▶ [What you are asked to do] Below are lines of data, and only some are wanted. Please repeat exactly those from the line that has "function strokePath(path, color, width, dash)" through the line that has "g.font = font + ' Signika,sans-serif';".

▶ [Records excerpted from a collection]

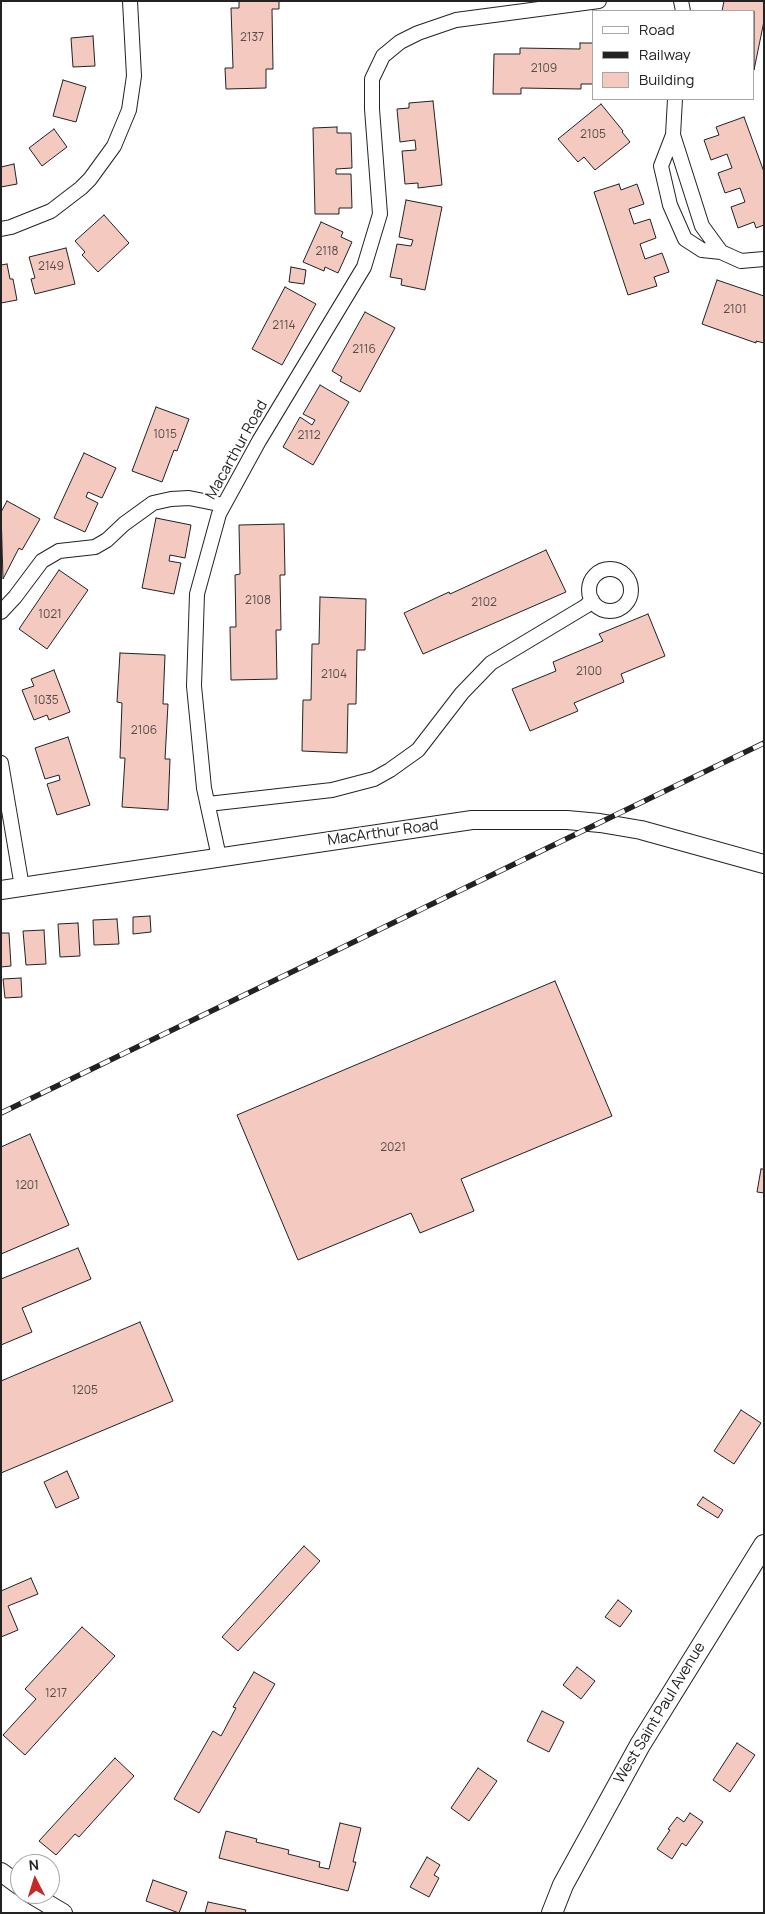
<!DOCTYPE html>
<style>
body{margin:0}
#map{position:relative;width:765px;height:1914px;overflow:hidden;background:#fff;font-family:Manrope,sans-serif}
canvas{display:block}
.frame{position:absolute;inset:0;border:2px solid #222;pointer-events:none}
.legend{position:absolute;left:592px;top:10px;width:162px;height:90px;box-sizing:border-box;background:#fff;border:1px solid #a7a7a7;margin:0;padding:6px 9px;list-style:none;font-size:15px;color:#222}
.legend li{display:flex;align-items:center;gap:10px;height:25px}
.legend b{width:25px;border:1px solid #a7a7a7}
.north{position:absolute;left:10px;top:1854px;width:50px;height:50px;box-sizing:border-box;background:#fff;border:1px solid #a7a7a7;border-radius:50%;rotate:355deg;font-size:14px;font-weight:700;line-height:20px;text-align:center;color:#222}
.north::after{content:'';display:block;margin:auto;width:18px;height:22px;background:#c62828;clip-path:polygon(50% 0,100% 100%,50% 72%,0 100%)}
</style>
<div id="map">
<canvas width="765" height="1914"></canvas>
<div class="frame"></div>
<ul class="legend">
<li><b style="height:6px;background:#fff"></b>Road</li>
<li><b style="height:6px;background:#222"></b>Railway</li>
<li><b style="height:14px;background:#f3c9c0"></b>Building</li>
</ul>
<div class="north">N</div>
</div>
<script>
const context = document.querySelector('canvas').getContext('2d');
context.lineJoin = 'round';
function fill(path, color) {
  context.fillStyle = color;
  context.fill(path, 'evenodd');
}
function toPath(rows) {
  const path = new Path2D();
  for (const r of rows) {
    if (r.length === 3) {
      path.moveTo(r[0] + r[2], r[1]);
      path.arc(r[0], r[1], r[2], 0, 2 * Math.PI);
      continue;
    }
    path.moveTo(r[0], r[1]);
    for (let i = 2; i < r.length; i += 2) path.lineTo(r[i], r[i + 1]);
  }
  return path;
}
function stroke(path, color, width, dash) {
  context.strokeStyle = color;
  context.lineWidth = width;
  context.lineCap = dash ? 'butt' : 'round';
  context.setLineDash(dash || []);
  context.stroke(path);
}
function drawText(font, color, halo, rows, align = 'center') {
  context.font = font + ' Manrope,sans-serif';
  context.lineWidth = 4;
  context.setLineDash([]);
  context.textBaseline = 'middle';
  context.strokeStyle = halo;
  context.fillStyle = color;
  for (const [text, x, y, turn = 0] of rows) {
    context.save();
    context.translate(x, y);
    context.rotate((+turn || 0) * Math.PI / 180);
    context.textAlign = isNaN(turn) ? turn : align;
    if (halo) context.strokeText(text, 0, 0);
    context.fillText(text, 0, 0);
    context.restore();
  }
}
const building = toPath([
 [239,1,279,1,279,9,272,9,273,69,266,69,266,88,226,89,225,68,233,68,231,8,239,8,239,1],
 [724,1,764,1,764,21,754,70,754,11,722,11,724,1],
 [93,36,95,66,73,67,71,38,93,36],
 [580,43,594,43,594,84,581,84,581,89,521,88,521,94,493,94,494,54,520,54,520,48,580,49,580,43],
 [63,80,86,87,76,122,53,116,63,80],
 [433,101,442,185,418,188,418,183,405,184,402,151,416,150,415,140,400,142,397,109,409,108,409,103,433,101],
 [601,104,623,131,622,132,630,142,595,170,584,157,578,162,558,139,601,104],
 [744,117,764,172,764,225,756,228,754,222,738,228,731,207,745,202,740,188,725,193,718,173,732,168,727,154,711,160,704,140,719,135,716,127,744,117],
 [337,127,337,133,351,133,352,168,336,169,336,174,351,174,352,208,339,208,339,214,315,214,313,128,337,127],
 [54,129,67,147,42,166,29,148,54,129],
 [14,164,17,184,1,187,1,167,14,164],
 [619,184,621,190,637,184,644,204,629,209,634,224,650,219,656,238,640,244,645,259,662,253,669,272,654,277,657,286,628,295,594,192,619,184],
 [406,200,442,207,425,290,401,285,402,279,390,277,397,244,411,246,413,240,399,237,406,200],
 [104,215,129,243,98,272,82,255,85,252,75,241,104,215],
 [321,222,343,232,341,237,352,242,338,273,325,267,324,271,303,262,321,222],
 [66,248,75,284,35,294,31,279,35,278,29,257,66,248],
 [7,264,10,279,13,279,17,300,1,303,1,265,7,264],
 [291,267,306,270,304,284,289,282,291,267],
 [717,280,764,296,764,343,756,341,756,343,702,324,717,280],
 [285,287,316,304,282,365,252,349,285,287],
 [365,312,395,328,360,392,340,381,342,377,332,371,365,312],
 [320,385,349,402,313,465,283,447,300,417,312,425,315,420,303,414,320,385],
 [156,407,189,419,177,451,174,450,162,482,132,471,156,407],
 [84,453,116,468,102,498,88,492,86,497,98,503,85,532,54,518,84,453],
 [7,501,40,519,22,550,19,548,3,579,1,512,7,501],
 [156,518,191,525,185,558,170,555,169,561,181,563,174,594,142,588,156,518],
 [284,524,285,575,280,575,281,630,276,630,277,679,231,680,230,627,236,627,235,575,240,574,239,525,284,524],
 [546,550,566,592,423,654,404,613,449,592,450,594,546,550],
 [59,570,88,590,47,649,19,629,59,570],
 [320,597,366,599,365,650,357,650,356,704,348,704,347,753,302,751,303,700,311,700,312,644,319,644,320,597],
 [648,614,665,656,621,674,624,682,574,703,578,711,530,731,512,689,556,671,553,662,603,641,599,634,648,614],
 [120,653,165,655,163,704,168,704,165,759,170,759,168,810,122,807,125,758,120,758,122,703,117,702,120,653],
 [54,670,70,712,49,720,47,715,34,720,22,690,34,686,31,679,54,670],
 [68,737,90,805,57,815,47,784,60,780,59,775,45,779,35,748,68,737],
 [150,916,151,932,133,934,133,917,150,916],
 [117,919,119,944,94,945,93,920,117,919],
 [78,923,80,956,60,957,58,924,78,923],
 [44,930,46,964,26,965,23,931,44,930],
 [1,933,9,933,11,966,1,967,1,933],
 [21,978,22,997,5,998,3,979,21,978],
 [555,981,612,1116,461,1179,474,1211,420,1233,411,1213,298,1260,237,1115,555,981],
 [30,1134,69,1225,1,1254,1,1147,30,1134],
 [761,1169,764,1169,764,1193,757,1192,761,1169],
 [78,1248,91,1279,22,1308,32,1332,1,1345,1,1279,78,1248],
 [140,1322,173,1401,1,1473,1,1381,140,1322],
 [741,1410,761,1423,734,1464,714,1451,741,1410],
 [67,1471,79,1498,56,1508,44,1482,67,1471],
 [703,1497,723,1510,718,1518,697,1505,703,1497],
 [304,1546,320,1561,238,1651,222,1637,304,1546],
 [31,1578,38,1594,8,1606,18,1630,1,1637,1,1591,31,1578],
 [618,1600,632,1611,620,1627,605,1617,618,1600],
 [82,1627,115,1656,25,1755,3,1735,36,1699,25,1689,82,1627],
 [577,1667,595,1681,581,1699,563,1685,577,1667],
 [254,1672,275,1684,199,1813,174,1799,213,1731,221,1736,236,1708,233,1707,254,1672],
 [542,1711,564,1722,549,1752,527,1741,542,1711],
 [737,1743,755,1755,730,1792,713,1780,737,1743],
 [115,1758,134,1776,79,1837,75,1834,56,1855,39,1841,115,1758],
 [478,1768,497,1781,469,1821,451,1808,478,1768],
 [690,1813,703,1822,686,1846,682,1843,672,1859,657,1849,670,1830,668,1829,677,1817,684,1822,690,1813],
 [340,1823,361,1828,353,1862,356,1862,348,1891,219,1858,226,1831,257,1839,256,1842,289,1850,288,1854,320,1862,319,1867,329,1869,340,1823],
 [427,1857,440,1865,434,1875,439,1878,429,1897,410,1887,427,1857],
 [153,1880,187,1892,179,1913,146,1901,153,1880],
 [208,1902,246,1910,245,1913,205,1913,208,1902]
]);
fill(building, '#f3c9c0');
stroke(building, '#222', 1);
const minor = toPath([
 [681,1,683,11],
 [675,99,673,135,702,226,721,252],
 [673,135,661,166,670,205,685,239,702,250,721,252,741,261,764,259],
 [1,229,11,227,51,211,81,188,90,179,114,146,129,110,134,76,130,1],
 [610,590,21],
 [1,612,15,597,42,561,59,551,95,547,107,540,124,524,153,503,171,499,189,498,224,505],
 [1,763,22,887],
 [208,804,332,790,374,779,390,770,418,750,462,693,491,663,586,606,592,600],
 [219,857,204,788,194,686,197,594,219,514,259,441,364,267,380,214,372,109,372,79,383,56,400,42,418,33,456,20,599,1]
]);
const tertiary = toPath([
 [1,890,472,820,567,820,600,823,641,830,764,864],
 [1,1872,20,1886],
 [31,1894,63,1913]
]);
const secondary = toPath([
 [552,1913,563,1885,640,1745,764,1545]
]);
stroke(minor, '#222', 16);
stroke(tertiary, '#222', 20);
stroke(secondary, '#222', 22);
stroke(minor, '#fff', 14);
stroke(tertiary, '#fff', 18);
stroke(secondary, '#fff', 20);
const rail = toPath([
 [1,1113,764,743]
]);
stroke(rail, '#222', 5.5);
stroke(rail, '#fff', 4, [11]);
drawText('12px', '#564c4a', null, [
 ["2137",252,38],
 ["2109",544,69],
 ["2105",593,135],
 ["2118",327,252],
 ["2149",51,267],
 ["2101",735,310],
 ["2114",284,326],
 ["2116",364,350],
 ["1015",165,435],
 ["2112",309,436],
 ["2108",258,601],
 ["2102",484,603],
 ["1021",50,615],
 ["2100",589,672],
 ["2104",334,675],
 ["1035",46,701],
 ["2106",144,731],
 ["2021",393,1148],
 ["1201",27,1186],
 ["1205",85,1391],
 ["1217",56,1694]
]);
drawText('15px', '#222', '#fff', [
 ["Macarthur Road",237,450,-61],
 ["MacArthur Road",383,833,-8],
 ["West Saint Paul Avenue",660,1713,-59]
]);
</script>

* * *

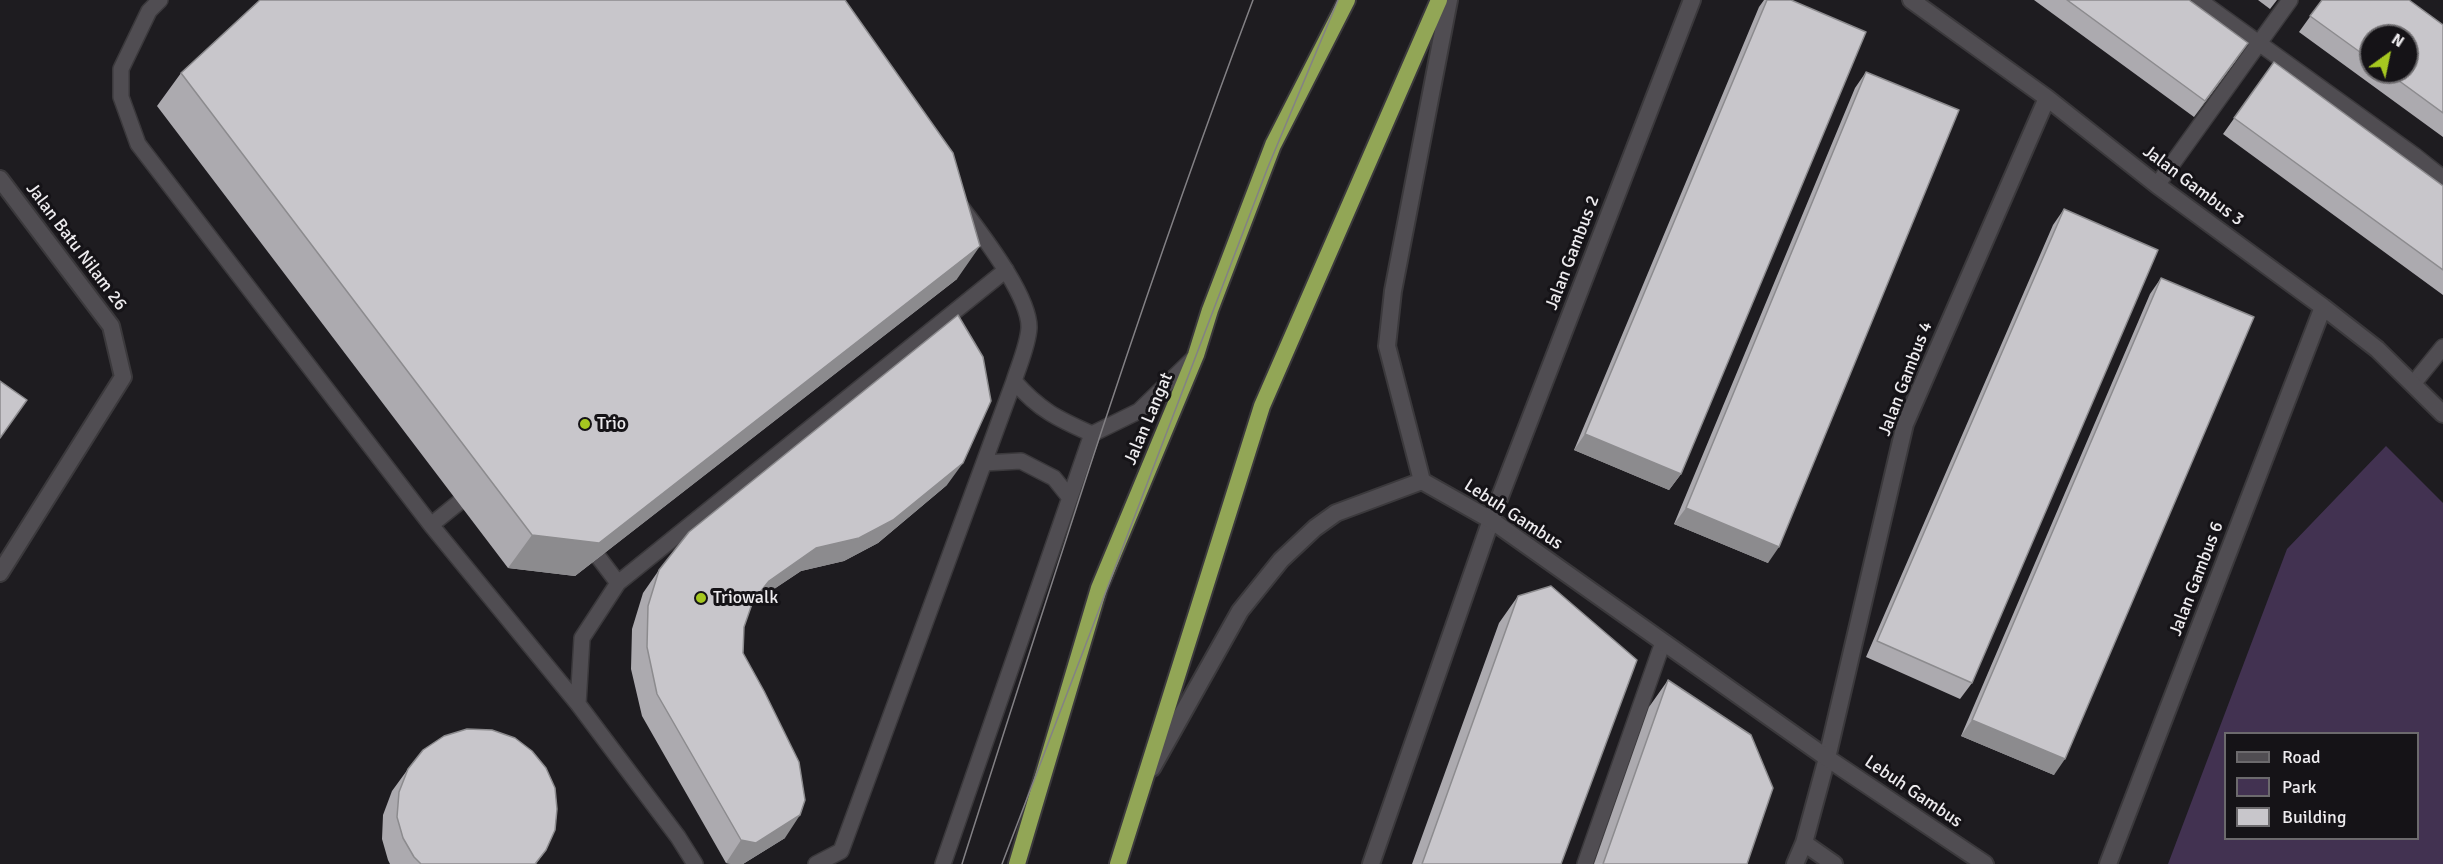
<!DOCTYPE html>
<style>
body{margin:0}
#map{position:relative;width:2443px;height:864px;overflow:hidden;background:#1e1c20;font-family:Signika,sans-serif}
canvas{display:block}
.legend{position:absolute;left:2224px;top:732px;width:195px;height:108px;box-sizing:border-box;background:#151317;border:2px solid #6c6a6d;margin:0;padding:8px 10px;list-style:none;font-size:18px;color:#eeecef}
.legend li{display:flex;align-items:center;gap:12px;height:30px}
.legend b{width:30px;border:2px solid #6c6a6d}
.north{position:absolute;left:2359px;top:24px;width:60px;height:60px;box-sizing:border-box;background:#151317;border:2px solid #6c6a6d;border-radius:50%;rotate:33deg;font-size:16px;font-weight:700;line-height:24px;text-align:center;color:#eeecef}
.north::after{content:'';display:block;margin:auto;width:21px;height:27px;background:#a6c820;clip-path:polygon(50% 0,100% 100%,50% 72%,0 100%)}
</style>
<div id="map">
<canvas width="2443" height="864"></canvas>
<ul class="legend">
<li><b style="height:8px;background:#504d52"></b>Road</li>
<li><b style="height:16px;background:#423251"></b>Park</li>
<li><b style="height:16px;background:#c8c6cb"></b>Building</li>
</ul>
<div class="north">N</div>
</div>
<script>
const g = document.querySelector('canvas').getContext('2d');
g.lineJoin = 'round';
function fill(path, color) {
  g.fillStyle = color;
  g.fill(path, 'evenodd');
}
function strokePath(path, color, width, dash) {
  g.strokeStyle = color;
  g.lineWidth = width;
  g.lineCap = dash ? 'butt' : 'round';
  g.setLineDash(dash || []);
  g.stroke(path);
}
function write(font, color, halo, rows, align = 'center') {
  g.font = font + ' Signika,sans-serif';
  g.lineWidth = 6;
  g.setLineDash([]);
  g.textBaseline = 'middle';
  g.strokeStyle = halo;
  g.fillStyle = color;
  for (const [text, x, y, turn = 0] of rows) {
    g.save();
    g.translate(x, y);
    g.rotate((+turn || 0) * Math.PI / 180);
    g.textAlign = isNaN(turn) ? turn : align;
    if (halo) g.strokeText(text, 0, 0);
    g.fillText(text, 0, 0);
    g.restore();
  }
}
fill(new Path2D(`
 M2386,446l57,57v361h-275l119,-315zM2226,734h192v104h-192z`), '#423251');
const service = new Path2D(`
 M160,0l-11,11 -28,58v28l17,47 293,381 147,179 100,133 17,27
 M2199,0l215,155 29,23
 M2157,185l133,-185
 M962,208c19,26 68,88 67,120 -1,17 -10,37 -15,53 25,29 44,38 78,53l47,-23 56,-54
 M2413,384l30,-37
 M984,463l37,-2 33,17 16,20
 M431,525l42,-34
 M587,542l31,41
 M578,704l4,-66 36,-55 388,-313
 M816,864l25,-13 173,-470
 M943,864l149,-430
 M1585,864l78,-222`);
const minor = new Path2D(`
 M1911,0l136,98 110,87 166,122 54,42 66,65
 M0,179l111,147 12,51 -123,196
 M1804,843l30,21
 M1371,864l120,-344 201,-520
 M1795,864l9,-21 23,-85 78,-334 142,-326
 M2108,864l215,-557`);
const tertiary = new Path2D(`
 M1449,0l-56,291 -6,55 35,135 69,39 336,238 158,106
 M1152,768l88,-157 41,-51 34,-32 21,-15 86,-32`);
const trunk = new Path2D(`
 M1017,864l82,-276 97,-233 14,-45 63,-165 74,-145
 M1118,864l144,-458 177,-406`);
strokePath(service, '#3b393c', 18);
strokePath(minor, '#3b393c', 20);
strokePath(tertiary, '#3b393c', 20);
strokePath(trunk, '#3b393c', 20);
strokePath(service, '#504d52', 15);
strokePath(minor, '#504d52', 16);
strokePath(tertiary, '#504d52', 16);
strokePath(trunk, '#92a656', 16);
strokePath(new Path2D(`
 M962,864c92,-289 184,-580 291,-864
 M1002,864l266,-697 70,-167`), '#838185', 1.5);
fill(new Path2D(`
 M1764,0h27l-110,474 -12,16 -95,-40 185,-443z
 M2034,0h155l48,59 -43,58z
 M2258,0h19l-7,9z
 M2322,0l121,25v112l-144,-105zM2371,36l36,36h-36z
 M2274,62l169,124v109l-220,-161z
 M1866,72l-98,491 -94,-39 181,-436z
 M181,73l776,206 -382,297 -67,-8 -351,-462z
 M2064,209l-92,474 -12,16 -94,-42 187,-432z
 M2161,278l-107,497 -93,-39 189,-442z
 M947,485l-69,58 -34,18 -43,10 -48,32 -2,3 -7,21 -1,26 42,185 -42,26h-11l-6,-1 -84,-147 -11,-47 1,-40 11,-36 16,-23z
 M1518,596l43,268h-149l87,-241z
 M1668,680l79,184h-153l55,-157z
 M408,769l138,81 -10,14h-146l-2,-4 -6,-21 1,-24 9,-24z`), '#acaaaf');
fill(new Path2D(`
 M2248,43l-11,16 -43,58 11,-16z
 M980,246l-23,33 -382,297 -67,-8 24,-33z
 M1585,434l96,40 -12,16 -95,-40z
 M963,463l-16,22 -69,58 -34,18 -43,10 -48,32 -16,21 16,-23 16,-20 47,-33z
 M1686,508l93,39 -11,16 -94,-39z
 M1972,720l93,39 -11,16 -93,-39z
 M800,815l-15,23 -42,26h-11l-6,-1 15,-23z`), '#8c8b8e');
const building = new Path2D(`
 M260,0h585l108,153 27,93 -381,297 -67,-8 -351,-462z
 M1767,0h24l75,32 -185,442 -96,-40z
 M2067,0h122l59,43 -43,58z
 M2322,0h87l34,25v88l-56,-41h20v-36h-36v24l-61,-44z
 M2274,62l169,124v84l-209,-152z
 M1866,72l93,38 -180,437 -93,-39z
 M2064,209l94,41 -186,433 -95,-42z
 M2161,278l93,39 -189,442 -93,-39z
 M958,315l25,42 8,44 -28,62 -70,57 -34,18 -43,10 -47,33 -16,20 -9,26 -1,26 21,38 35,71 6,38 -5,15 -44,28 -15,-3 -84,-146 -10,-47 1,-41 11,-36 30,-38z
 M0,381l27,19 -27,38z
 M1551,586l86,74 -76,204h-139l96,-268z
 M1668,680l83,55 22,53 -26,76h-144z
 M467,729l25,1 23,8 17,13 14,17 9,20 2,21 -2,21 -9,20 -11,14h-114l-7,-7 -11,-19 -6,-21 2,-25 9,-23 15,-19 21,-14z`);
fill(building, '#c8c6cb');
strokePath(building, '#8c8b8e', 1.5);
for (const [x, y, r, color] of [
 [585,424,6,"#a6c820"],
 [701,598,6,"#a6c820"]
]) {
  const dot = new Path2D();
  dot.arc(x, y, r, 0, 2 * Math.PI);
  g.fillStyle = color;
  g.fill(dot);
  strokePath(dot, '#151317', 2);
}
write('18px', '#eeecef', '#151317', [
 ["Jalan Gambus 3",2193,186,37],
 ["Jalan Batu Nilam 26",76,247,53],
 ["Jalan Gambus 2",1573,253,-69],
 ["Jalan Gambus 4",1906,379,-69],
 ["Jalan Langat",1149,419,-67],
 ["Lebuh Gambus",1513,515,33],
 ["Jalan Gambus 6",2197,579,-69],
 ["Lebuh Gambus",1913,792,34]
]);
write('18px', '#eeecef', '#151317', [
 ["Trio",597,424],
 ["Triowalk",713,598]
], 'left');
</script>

▶ [Solved problem]
function strokePath(path, color, width, dash) {
  g.strokeStyle = color;
  g.lineWidth = width;
  g.lineCap = dash ? 'butt' : 'round';
  g.setLineDash(dash || []);
  g.stroke(path);
}
function write(font, color, halo, rows, align = 'center') {
  g.font = font + ' Signika,sans-serif';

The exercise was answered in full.